As soon as I arrived in Lauterbrunnen I dropped my bags and went exploring the quiet village nestled in the valley of the Swiss mountains before dinner. With only a couple days to explore Switzerland, I let no time waste. The glacier formed valley in the alps had so much character and charm. Each house had different coloured shutters and flower boxes adorning each window. The steeple of the beautiful stone church in the center of town reached towards heaven. The ringing bells echoed throughout the town and transported me to a simpler time. The picturesque cemetery behind the church was enclosed by a cast iron fence and the headstones were laden with multicolored flowers and surrounded by vibrant green grass. A cemetery says a lot about a community and this one is cared for with pride and love from cherished memories of loved ones; it was one of the most beautiful cemeteries I have ever seen. This is Switzerland!
I started my second day in Switzerland by hiking up behind Staubbachfall Waterfall and exploring the rock gallery–Lauterbrunnen’s landmark and Europe’s highest free-falling waterfall at 297 metres. The mist and spray from the waterfall soaked me as I inched closer and closer to the falls. The view from behind the waterfall of Lauterbrunnen was amazing. It truly is the most perfectly picturesque town.
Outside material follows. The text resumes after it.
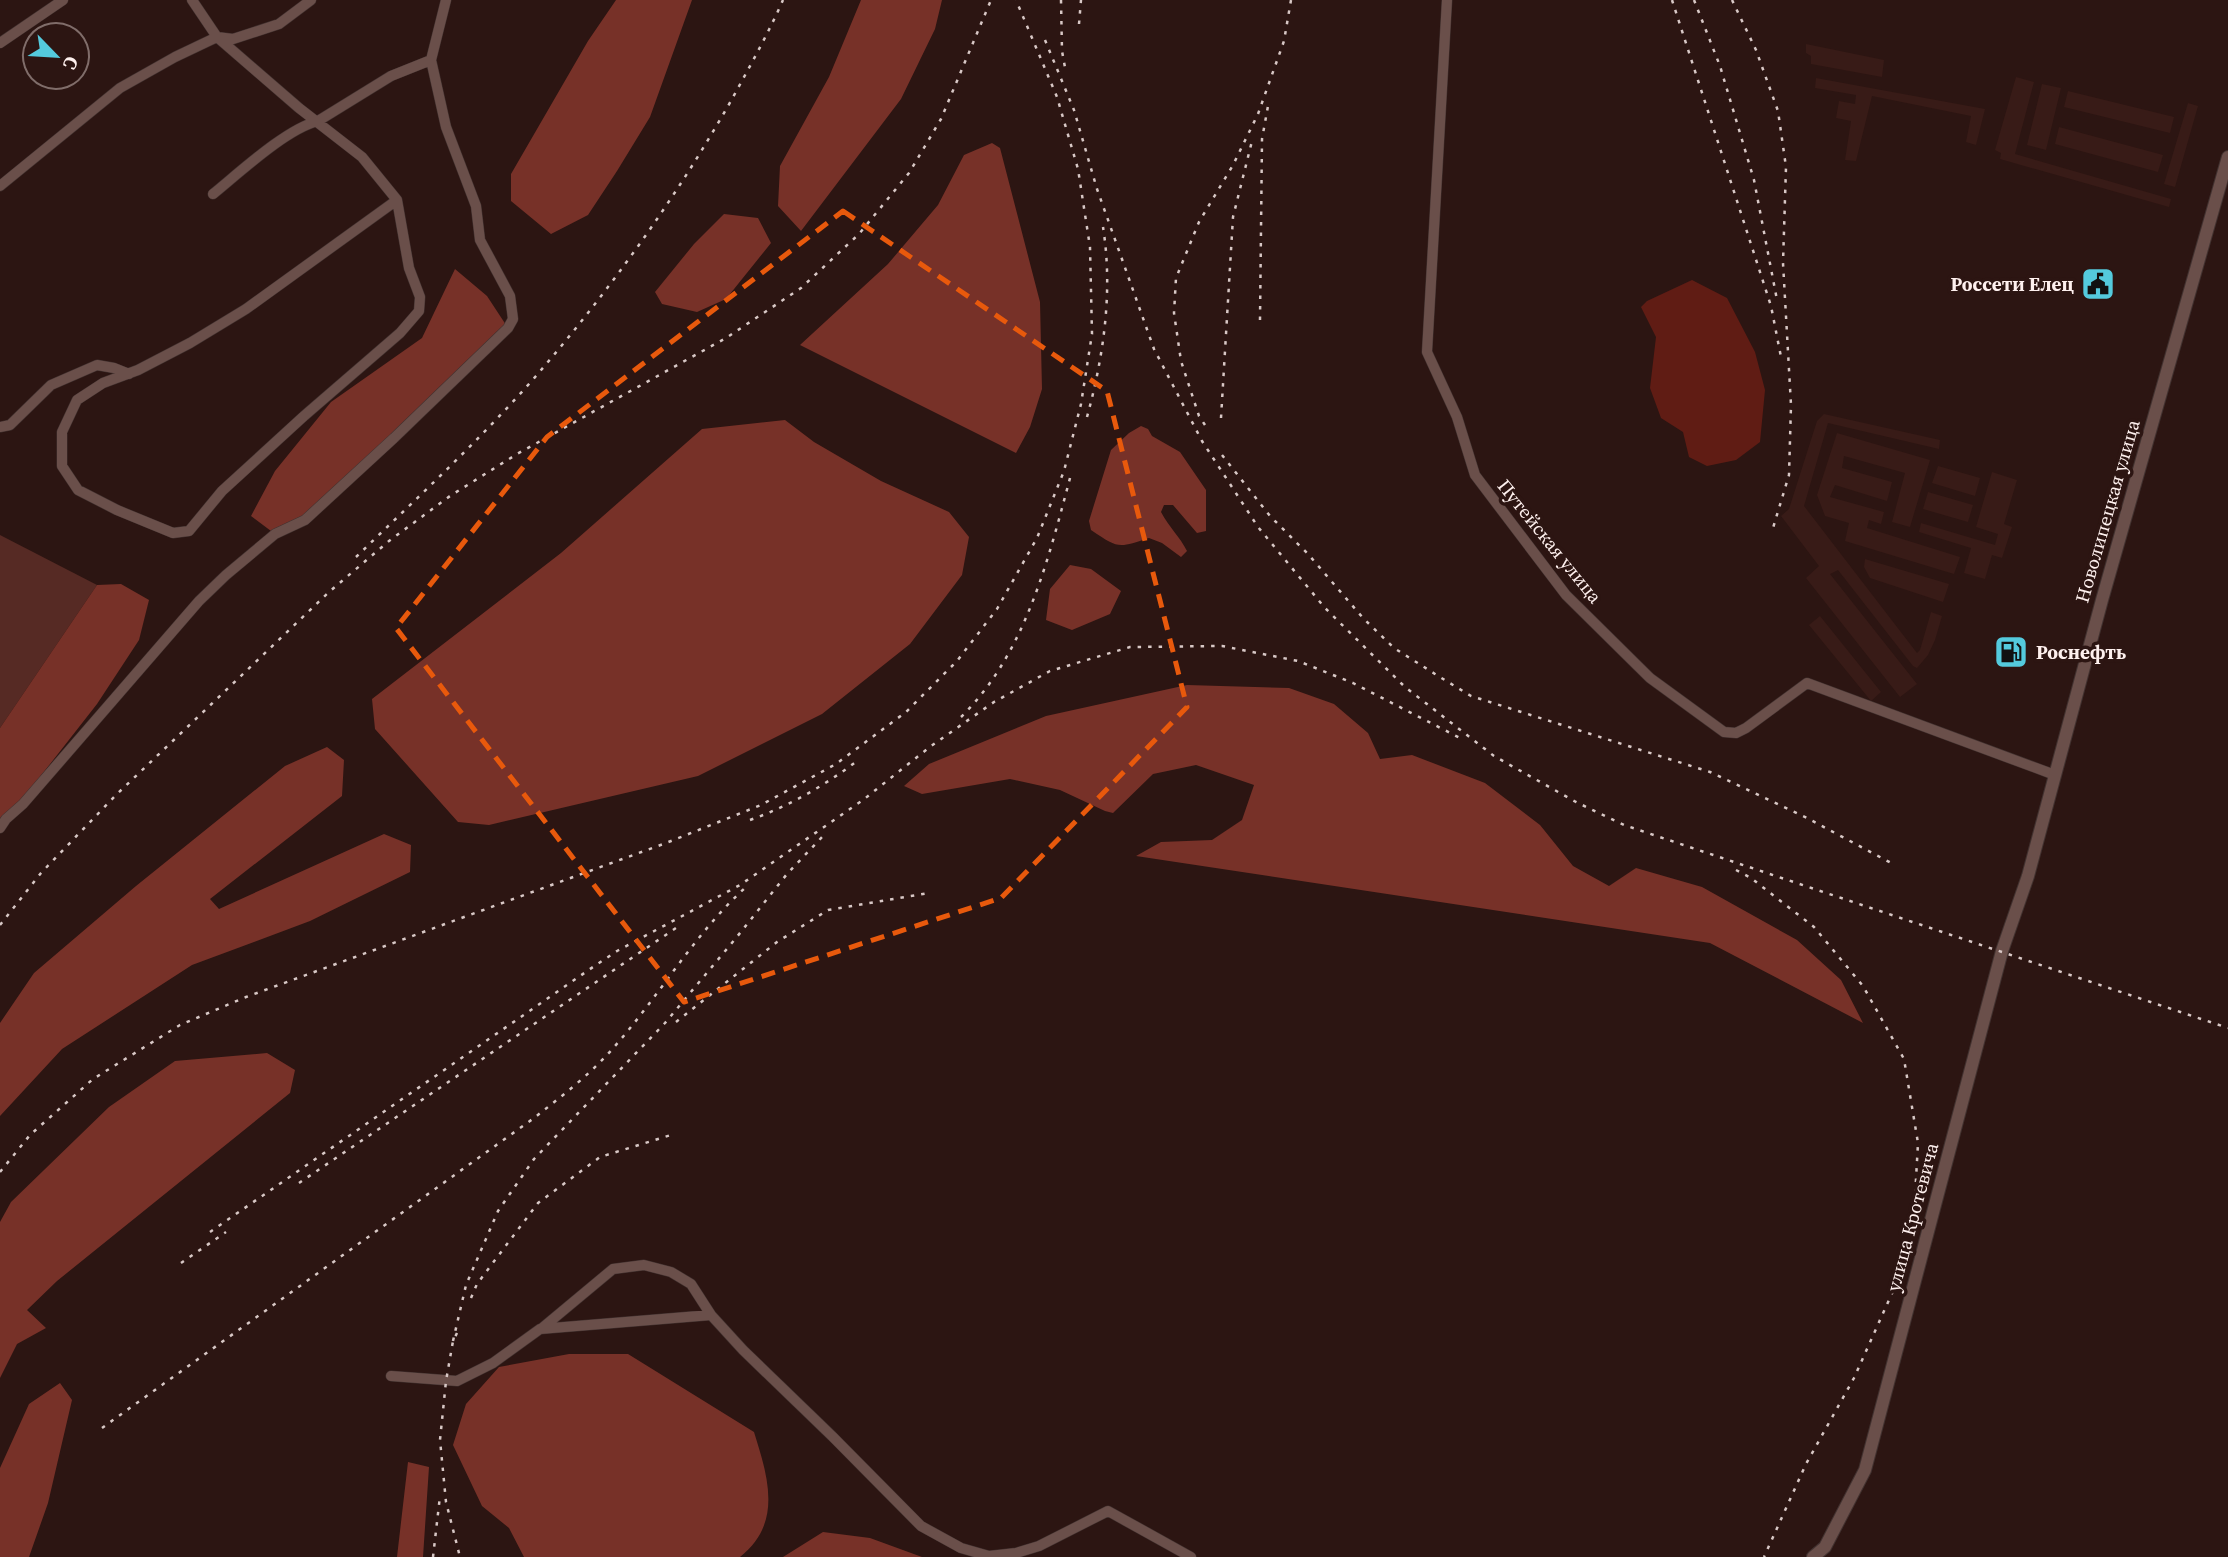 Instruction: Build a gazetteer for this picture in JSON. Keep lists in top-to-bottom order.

After my waterfall hike, I explored the town via its one main street. A stop in the local Swiss Army Knife shop was a must! I picked up a green limited edition Swiss Amy Knife for my boyfriend which can only be purchased in Switzerland. After exploring the town, I headed towards the cable cars to plan my exploration in the Swiss Alps.
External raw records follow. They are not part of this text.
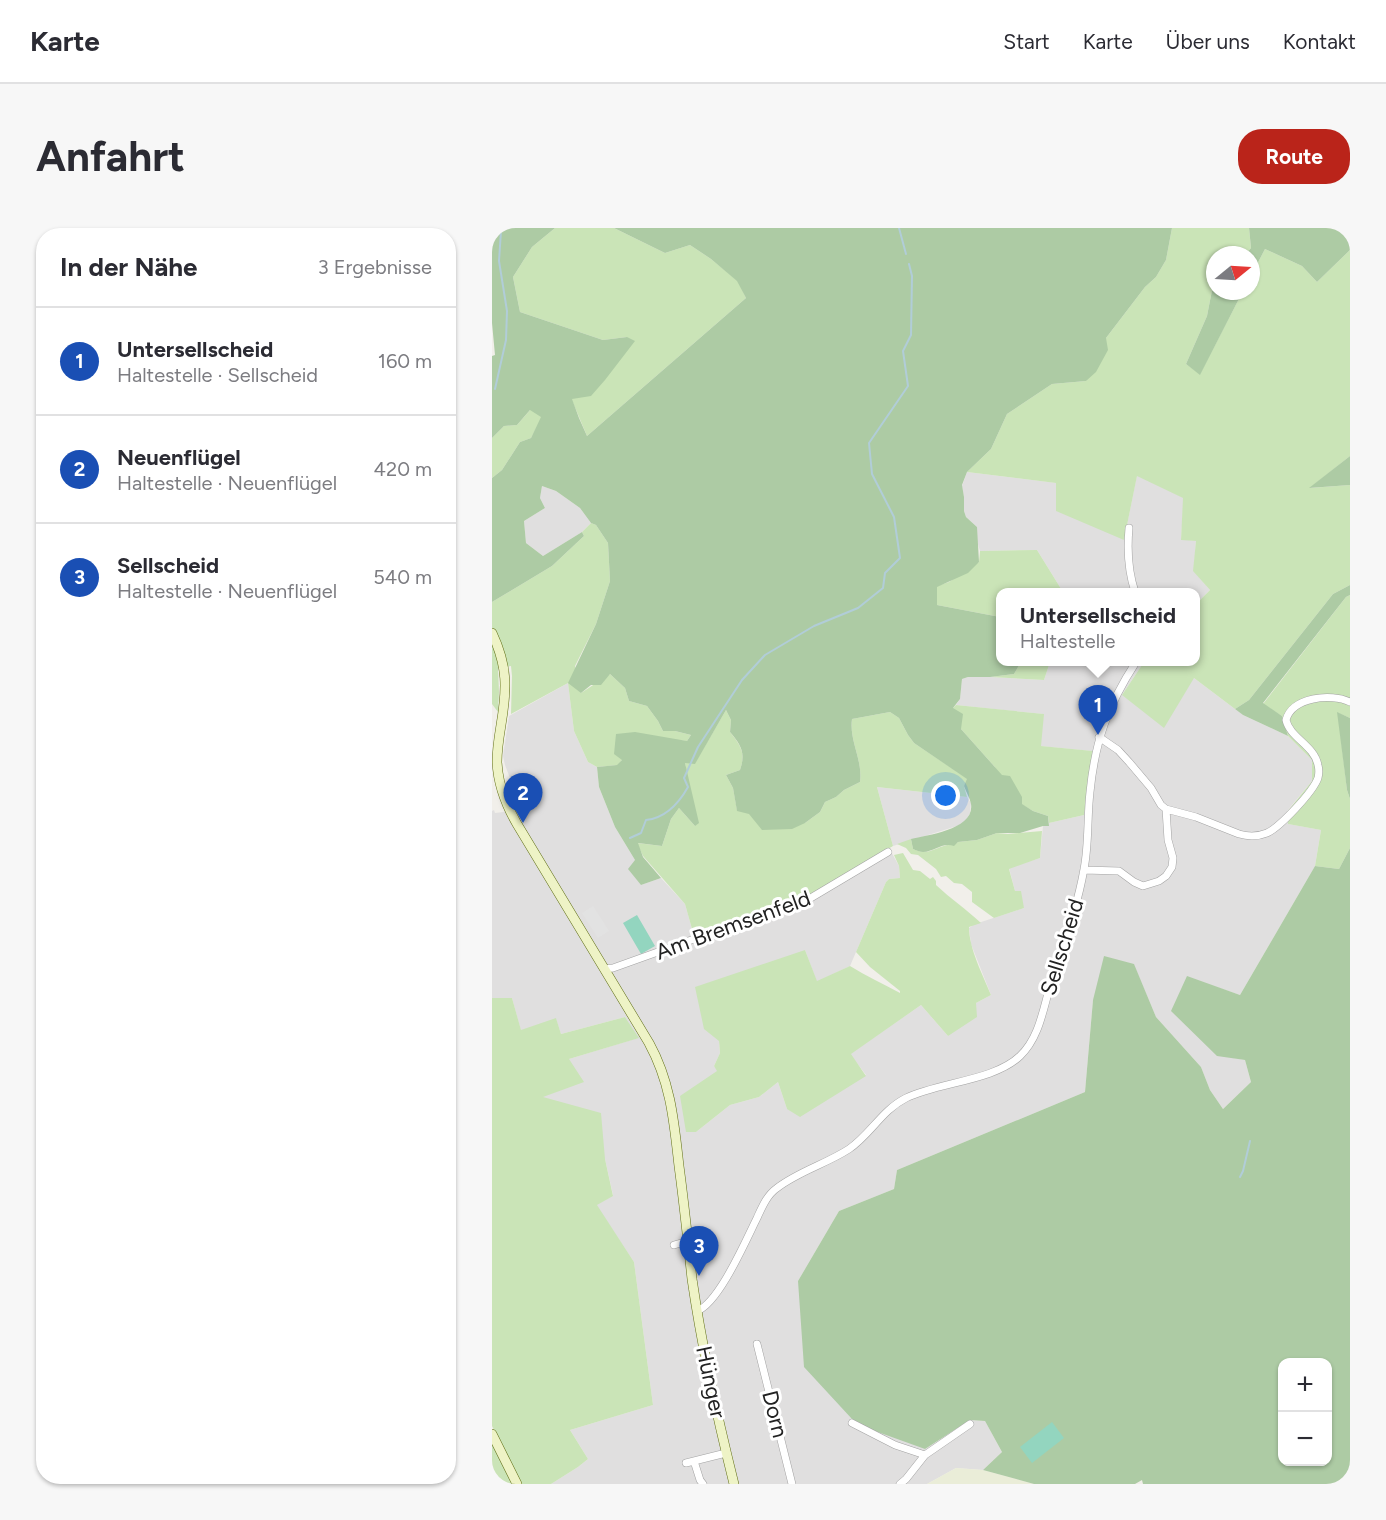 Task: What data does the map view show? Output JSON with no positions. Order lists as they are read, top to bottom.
{
  "streets": {
    "main road": ["Hünger"],
    "street": ["Am Bremsenfeld", "Sellscheid", "Dorn"]
  },
  "crossings": [
    ["Am Bremsenfeld", "Hünger"],
    ["Sellscheid", "Hünger"]
  ],
  "north": "right",
  "page": {
    "header": "Karte",
    "nav": [
      "Start",
      "Karte",
      "Über uns",
      "Kontakt"
    ],
    "buttons": "Route",
    "title": "Anfahrt",
    "heading": ["In der Nähe", "3 Ergebnisse"],
    "list": [
      {
        "mark": "1",
        "name": "Untersellscheid",
        "note": "Haltestelle · Sellscheid",
        "value": "160 m"
      },
      {
        "mark": "2",
        "name": "Neuenflügel",
        "note": "Haltestelle · Neuenflügel",
        "value": "420 m"
      },
      {
        "mark": "3",
        "name": "Sellscheid",
        "note": "Haltestelle · Neuenflügel",
        "value": "540 m"
      }
    ],
    "popup": ["Untersellscheid", "Haltestelle"],
    "pins": ["1", "2", "3"],
    "map_buttons": ["+", "−"]
  }
}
After a short look at the destinations at the station, I planned my trip to visit Grutschalp, Winteregg, Murren, and Allmendhubel via cable cars, train pulley cars, and hiking to experience Alpine villages and get the best views of the Swiss Skyline. I headed straight to Allmendhubel at 6257 feet in the Alps with 150 different types of alpine flora (i.e. gentians, alpine roses, and edelweiss) along the flower trail on the Kneipp path and flower trail on Murren’s home mountain. The skyline panorama view of the Swiss alps was out of this world from the unique mountain top chill seats . I could have chilled there all day.
After a steep train ride down from Allmendhubel my next stop was Murren, an alpine village 5374 feet in the Swiss Alps. The wooden chalets and traditional homes scattered throughout were authentic and genuine. The sunny terrace high above Lauterbrunnen valley is a traditional Swiss community almost close enough to touch Eiger, Monch, and Jungfrau mountains. The natural village is home to Alpine skiing and snow sports. Free riders and the worlds largest group of amateur ski racers flock to Murren for its 15.8km race hosting 1850 people. After Murren, I took the train to Winteregg to then hike down to Grutschalp (4379 ft).
The hike down part of the Swiss Alps is a memory I will have forever. Mountain goats curiously walked past while grazing on alpine vegetation. Bells around cows necks could be heard jingling from a distance and echoed off the mountains (so farmers don’t loose their animals in the Alps). The incredible views of the surrounding mountains and valley villages far below left me speechless. Even with the moments of drizzle in between moments of sun, it was the most unexpected view of my life. After a cable car and gondola ride back to Lauterbrunnen, I spent the evening in awe of everything I had seen. A traditional meal rounded out my spectacular visit in Switzerland.